The combined range in the two error components "A" and "B" was computed by percentile level by adding the range in the error component "A" to the range in the mean of the error of component "B." The results are shown in table 32 and plotted in figure 23. Figure 23 was compiled assuming that the lowest percentile of all of the traffic input for a discontinuous-coverage scenario could be input simultaneously during design. As mentioned earlier, this is very conservative; however, it addresses the question of reliability to guarantee the designer that a particular error level will not be exceeded given a level of confidence.

Assuming low-percentile traffic input, figure 23 can be used to establish the least-effort traffic data collection scenario that will provide a maximum acceptable pavement life prediction error under a selected level of confidence. Compared to the earlier example, scenario 3-0 is the only one among the least effort scenarios identified earlier capable of a 25-percent minimum error in predicting pavement life with a 75-percent confidence. A better traffic data collection scenario would be needed to either decrease the level of the acceptable error or increase the confidence that it will not be exceeded.

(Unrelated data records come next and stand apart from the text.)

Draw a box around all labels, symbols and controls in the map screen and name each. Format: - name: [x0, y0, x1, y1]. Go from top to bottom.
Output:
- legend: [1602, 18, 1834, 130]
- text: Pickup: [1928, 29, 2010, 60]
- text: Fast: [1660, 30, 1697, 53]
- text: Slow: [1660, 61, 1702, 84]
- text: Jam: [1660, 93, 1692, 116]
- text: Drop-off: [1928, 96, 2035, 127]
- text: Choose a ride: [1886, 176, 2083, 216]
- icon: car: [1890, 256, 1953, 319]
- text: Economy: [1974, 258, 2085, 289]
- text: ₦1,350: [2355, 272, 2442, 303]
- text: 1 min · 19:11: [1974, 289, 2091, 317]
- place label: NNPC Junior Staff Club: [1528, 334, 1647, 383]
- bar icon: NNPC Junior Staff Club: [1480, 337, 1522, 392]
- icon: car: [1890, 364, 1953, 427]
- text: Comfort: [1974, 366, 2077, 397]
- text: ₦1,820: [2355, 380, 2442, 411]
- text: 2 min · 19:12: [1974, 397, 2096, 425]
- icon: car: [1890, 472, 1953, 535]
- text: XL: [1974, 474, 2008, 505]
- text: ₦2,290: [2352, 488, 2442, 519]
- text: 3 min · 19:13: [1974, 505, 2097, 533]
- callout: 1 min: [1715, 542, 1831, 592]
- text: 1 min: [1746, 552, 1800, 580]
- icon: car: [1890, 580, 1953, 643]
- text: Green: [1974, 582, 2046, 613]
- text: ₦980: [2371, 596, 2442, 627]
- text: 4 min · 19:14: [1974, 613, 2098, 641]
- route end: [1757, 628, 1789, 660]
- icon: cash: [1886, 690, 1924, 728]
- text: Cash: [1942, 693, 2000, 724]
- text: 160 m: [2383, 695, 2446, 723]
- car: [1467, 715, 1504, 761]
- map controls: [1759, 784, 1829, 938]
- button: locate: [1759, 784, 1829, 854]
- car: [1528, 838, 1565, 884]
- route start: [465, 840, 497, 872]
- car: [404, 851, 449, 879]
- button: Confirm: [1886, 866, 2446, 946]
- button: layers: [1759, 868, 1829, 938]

The main observations drawn from figure 23 are summarized below:

• Discontinuous traffic data collection scenarios involving site-specific WIM data (scenarios 1-1 and 1-2) are inferior to continuous-coverage, site-specific AVC data (scenario 2-0). This is because partial WIM coverage does not yield site-specific MAFs, which are necessary for accurately modeling seasonal damage in the NCHRP 1-37A design guide.
• Scenario 2-0 is capable of predicting pavement life with an error lower than 10 percent, 16 percent, and 27 percent for confidence levels of 75 percent, 85 percent, and 95 percent, respectively.
• Where continuous site-specific truck counts are combined with regional load and classification data (scenario 3-0), life prediction errors may range from 25 percent to 64 percent, depending on the desired confidence level.
• Where continuous site-specific truck counts are combined with regional classification and national load data (scenario 4-0), life prediction errors may range from 27 percent to 68 percent, depending on the desired confidence level.
• Where continuous site-specific truck counts are combined with national axle-load and classification data (scenario 4-4), life prediction errors may range from 30 percent to 76 percent, depending on the desired confidence level.

Figure 23. Estimated range in NCHRP 1-37A design guide pavement life prediction errors from low-percentile traffic input.